◆ Task brief
In the entries that follow, how many lines contain "canvas"? Answer with the number only.

◆ Data supplied
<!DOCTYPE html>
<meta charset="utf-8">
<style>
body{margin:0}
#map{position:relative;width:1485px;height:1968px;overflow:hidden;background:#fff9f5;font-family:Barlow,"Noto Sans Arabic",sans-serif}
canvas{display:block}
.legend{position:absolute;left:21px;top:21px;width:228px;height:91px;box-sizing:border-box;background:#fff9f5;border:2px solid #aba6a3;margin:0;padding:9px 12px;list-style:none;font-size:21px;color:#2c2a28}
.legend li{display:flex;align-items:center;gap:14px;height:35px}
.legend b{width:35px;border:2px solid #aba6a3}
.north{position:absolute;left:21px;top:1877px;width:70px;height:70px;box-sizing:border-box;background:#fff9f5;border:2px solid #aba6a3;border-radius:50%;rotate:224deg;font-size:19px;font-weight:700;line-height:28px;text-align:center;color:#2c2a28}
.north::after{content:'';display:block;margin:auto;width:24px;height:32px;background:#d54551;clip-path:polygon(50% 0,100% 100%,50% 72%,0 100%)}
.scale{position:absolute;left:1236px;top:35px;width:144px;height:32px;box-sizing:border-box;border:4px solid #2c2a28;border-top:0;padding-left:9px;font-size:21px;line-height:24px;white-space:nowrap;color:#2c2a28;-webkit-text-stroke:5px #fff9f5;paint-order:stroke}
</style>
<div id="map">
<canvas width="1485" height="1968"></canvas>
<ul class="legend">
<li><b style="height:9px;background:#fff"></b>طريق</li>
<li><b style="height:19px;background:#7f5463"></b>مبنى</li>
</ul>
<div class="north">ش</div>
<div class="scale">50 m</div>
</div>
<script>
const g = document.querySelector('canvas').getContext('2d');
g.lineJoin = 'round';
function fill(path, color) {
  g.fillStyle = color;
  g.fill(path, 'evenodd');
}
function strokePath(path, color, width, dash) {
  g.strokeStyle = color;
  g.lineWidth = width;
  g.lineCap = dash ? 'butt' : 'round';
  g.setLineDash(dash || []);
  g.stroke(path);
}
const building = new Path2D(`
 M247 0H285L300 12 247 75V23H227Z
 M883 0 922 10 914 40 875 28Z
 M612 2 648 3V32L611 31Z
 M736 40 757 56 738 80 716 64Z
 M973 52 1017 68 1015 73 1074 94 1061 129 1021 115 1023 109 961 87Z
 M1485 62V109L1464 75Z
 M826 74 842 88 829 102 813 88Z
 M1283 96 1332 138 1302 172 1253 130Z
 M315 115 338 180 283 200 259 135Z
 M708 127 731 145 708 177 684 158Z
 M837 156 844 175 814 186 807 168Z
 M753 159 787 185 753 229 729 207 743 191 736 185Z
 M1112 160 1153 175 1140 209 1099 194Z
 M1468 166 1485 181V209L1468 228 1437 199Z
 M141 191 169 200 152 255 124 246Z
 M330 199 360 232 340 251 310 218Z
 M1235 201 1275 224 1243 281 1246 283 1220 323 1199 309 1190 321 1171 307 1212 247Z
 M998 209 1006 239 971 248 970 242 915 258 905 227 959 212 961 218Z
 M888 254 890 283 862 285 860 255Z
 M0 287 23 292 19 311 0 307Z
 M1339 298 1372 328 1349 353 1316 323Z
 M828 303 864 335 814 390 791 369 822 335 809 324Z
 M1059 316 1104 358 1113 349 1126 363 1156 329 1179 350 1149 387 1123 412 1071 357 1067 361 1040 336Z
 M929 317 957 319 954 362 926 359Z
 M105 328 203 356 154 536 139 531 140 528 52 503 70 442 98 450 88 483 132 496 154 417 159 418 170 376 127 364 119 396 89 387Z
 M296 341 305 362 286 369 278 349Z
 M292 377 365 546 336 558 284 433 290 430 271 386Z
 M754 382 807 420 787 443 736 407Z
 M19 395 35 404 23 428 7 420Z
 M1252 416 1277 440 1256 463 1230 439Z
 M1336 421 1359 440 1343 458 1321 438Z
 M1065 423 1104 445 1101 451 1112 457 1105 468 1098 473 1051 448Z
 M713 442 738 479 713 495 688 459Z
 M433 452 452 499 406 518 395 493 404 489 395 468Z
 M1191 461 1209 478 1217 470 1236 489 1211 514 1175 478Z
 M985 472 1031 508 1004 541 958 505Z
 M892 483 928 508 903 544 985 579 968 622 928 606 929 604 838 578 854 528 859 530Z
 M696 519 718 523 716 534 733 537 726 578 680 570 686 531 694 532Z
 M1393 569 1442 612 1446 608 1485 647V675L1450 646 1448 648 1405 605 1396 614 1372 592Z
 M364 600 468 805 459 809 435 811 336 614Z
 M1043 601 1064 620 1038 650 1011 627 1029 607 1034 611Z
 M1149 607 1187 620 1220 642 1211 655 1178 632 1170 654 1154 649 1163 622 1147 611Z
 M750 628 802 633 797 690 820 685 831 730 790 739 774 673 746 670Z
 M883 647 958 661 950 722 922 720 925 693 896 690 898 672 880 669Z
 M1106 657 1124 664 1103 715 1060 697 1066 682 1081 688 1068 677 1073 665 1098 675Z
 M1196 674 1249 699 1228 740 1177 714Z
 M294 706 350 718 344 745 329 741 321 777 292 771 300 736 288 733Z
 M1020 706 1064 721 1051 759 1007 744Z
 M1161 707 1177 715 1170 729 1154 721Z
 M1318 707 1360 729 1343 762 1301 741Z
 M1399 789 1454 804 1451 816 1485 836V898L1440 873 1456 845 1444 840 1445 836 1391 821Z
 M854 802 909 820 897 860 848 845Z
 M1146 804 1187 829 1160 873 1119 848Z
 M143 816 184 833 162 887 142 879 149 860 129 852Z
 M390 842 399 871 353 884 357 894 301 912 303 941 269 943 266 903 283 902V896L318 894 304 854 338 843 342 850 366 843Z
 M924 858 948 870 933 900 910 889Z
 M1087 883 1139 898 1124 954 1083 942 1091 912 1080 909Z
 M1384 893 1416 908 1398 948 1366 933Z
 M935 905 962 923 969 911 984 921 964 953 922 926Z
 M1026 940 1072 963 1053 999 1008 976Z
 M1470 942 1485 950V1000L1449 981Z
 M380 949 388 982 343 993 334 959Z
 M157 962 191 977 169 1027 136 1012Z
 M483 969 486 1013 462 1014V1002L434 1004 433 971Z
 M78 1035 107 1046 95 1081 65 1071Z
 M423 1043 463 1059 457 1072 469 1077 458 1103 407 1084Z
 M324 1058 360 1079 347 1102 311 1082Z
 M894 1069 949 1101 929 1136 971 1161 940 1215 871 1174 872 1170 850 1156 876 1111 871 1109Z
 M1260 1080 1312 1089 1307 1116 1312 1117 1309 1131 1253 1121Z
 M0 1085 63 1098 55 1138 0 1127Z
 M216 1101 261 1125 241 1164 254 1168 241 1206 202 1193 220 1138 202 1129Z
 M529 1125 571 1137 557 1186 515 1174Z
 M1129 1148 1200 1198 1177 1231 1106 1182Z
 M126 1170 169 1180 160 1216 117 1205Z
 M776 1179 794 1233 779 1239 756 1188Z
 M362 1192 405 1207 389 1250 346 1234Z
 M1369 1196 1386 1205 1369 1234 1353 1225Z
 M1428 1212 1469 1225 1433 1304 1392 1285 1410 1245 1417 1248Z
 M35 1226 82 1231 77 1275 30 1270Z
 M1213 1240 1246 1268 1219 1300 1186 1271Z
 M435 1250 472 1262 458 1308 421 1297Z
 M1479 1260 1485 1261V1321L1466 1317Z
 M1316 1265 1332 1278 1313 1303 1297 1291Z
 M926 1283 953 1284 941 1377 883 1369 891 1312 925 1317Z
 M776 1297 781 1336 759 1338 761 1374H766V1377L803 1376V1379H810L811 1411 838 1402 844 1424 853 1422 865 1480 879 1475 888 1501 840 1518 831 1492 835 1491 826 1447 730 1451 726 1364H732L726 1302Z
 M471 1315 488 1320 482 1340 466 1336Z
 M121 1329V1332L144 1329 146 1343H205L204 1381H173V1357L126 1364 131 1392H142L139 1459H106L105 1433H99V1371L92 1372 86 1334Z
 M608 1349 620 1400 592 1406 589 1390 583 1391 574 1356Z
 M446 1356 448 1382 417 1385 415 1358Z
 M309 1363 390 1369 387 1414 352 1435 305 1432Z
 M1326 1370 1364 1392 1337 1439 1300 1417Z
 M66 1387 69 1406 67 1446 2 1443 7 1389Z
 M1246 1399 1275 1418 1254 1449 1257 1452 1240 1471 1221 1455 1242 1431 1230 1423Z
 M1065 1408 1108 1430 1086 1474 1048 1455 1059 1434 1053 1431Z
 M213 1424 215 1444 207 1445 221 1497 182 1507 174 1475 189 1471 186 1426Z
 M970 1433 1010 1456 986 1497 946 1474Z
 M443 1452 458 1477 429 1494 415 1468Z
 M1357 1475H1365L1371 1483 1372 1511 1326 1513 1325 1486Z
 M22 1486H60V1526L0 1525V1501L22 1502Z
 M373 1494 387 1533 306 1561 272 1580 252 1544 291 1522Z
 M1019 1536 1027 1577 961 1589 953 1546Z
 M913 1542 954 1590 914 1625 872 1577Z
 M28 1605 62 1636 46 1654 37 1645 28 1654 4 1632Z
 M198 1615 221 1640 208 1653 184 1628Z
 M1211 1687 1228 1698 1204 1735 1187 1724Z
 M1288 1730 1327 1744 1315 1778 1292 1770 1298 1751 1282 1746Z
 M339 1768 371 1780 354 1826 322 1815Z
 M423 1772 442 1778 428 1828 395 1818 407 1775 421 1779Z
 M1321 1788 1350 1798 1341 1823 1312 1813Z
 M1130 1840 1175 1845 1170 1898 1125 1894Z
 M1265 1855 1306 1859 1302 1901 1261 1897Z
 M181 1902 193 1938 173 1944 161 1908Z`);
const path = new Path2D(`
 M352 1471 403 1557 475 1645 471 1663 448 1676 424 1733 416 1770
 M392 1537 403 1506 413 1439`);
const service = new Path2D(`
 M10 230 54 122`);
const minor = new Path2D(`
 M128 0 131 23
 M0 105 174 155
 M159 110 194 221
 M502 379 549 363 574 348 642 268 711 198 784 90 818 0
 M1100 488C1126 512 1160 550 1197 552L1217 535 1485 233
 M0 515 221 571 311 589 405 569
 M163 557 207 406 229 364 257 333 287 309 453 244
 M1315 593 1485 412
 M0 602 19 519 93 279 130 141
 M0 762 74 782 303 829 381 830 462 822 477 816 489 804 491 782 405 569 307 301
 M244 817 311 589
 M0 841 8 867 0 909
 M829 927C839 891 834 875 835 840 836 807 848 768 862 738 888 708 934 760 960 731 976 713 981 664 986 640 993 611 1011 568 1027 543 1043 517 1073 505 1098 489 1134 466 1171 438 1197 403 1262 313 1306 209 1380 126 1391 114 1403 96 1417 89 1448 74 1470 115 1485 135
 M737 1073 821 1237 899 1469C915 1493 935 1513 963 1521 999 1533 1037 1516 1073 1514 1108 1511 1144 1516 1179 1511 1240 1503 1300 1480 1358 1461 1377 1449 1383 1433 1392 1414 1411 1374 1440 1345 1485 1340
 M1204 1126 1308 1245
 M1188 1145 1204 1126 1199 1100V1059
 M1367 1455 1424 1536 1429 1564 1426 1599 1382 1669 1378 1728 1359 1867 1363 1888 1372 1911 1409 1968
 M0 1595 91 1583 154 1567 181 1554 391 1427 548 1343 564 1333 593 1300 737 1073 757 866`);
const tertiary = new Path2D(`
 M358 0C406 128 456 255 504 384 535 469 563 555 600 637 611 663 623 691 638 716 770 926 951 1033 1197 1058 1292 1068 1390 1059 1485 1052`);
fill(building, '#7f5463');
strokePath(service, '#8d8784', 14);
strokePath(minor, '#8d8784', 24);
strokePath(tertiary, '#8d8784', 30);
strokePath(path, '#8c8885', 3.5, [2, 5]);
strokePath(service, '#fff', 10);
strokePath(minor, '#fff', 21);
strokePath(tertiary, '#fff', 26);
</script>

◆ Task solution
3